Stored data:
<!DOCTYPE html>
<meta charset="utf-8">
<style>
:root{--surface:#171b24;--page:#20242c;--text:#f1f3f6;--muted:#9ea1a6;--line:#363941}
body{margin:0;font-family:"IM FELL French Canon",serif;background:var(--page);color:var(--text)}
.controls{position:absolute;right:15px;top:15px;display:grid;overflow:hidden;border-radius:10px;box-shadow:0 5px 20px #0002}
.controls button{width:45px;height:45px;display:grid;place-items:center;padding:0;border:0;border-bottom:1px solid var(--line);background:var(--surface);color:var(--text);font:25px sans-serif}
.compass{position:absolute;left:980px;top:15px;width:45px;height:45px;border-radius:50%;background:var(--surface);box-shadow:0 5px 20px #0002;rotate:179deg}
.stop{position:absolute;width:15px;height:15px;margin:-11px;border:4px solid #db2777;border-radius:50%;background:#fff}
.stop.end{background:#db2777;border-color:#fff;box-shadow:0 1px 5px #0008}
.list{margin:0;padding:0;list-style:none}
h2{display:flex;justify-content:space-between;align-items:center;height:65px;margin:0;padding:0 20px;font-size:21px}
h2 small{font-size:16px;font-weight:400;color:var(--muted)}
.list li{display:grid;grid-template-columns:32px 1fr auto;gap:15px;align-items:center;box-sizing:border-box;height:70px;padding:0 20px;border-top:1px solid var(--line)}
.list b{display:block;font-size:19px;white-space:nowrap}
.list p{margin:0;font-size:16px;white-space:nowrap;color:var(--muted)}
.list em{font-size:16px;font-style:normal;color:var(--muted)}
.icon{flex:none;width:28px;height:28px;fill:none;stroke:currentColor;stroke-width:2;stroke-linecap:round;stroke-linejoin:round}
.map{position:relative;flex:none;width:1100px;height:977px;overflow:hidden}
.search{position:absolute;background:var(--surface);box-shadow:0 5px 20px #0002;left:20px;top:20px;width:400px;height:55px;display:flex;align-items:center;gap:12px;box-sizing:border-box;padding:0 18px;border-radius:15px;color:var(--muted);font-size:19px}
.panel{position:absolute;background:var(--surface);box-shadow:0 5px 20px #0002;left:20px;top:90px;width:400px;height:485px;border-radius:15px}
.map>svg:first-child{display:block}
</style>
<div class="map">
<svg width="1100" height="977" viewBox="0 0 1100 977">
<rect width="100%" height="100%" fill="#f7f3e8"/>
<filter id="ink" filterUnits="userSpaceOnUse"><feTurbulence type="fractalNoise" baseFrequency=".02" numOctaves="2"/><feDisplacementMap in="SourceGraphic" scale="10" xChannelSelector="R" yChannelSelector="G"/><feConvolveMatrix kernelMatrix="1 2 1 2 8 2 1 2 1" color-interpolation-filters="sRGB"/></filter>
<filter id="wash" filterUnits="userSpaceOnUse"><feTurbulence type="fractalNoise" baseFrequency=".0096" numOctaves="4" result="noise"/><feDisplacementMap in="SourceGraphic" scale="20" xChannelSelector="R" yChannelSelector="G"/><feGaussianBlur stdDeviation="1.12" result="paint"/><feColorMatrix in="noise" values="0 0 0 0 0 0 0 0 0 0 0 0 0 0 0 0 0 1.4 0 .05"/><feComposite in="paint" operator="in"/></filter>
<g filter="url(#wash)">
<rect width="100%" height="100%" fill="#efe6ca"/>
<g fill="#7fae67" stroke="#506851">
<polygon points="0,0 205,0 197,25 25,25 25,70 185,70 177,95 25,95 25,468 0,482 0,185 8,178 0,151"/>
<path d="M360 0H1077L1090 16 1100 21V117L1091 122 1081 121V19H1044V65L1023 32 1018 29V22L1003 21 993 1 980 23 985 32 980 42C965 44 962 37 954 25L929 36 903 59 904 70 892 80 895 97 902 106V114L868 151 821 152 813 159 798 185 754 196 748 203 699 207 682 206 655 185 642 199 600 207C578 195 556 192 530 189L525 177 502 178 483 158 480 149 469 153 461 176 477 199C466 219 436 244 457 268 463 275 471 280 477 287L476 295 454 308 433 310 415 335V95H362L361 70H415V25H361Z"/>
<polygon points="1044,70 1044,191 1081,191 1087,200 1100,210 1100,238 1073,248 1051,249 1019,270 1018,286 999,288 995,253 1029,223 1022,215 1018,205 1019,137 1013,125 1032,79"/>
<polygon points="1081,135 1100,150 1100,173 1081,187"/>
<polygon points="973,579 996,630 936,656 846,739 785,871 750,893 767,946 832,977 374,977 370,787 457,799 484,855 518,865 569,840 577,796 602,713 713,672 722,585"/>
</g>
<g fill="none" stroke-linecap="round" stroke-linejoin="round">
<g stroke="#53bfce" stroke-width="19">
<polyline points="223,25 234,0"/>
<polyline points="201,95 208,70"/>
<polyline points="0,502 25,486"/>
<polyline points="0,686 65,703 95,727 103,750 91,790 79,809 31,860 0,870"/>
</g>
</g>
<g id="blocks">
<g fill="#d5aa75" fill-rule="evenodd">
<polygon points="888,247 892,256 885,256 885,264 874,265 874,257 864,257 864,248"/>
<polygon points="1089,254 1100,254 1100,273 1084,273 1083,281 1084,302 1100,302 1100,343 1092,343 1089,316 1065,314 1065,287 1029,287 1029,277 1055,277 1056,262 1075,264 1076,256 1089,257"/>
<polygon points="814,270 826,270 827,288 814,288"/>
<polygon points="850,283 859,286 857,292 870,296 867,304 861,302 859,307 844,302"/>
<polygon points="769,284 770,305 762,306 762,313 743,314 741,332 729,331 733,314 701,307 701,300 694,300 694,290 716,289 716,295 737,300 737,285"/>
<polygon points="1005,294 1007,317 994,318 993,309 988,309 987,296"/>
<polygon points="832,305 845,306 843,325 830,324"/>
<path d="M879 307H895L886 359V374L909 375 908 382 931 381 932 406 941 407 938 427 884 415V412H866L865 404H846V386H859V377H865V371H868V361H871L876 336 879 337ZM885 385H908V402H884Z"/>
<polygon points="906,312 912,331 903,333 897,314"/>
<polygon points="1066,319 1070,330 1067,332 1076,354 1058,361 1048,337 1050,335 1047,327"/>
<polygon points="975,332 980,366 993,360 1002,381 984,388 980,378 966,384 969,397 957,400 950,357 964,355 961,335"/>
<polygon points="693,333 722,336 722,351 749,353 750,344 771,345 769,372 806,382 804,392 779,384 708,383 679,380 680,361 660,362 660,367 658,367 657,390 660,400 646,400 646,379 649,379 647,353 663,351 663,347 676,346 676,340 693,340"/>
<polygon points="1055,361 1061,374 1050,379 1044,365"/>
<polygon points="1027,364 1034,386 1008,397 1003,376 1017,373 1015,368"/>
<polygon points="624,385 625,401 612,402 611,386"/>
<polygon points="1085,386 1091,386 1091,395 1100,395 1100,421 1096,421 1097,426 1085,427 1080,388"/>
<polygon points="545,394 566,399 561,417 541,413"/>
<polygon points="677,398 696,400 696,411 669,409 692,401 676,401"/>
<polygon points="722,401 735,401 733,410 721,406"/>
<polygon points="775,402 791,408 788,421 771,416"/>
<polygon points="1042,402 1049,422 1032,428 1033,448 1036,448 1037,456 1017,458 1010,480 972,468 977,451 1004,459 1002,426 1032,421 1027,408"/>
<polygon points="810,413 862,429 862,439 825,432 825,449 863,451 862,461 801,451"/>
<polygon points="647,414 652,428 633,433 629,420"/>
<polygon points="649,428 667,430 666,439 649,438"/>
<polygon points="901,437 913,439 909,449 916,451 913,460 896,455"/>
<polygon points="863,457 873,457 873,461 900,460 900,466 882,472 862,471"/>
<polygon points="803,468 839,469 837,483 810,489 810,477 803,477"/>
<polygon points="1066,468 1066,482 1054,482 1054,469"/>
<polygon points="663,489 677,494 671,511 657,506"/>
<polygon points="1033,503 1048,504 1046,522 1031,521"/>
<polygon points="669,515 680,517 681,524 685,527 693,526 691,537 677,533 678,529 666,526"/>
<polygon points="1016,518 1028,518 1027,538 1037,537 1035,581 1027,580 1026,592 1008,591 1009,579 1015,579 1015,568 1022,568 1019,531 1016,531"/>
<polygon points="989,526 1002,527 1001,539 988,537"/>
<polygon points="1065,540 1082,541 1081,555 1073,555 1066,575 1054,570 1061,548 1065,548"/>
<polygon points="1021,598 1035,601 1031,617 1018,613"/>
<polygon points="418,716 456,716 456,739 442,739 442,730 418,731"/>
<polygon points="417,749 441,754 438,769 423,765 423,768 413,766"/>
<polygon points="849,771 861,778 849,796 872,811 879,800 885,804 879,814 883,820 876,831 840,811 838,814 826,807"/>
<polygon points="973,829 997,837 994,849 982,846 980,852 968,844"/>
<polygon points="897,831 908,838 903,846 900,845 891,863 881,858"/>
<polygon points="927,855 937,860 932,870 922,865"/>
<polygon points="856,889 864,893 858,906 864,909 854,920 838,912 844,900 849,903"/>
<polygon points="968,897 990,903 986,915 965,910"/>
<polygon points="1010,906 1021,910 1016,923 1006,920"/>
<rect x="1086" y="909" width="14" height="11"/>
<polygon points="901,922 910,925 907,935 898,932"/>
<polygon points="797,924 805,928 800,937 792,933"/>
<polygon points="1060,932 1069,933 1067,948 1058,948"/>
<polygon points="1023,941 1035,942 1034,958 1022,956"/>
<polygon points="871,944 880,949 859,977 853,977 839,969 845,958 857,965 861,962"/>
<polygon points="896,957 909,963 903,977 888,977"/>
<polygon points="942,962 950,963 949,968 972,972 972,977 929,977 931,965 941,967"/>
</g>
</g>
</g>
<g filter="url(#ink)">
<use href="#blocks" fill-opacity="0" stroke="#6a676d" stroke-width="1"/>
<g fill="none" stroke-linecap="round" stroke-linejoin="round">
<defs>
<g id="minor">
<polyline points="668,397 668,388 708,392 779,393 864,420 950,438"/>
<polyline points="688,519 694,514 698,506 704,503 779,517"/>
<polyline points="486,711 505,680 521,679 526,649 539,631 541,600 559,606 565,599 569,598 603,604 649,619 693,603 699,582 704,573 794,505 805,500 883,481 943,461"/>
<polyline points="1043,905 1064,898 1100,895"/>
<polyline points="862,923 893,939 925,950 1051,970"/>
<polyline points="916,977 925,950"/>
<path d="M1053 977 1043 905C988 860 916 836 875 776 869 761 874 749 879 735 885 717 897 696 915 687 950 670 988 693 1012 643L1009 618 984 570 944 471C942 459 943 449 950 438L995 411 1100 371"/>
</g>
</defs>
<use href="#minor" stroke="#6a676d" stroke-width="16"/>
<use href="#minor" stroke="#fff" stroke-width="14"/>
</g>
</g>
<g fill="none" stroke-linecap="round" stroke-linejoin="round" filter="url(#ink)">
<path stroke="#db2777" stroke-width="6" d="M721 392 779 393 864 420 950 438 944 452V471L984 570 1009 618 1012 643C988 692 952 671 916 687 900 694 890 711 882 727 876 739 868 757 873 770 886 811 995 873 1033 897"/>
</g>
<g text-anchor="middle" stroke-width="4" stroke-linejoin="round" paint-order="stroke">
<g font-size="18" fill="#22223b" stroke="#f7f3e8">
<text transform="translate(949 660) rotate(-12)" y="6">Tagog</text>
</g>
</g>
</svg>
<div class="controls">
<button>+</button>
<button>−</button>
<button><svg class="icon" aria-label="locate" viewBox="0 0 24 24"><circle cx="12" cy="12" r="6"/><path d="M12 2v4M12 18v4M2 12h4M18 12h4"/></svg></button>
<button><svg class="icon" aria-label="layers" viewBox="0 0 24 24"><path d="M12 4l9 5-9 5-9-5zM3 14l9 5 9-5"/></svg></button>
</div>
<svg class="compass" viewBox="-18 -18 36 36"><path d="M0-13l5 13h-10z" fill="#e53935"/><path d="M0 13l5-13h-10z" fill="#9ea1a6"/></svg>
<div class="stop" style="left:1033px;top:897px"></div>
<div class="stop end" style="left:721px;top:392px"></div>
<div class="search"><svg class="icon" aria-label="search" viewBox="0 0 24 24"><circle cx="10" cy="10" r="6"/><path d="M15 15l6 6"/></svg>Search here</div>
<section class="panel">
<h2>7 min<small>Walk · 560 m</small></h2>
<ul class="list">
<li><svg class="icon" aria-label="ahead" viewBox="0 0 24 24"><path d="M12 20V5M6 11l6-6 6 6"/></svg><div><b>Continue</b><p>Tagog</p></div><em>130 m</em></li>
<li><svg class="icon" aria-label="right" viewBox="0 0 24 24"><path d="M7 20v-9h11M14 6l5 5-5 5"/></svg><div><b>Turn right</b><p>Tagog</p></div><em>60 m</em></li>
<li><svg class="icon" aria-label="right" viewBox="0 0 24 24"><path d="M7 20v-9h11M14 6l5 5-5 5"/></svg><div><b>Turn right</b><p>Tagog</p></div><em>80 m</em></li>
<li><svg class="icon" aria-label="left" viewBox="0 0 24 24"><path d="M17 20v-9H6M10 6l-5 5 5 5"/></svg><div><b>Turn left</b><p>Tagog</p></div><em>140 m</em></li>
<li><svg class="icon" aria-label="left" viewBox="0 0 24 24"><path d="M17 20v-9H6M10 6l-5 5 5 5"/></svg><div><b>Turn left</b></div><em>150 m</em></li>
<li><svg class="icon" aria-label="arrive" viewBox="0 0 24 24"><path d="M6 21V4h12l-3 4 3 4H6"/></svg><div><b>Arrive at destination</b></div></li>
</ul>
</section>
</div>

• **Task requirements**: Report each line above containing the string "filterUnits".

• **Expected answer**:
<filter id="ink" filterUnits="userSpaceOnUse"><feTurbulence type="fractalNoise" baseFrequency=".02" numOctaves="2"/><feDisplacementMap in="SourceGraphic" scale="10" xChannelSelector="R" yChannelSelector="G"/><feConvolveMatrix kernelMatrix="1 2 1 2 8 2 1 2 1" color-interpolation-filters="sRGB"/></filter>
<filter id="wash" filterUnits="userSpaceOnUse"><feTurbulence type="fractalNoise" baseFrequency=".0096" numOctaves="4" result="noise"/><feDisplacementMap in="SourceGraphic" scale="20" xChannelSelector="R" yChannelSelector="G"/><feGaussianBlur stdDeviation="1.12" result="paint"/><feColorMatrix in="noise" values="0 0 0 0 0 0 0 0 0 0 0 0 0 0 0 0 0 1.4 0 .05"/><feComposite in="paint" operator="in"/></filter>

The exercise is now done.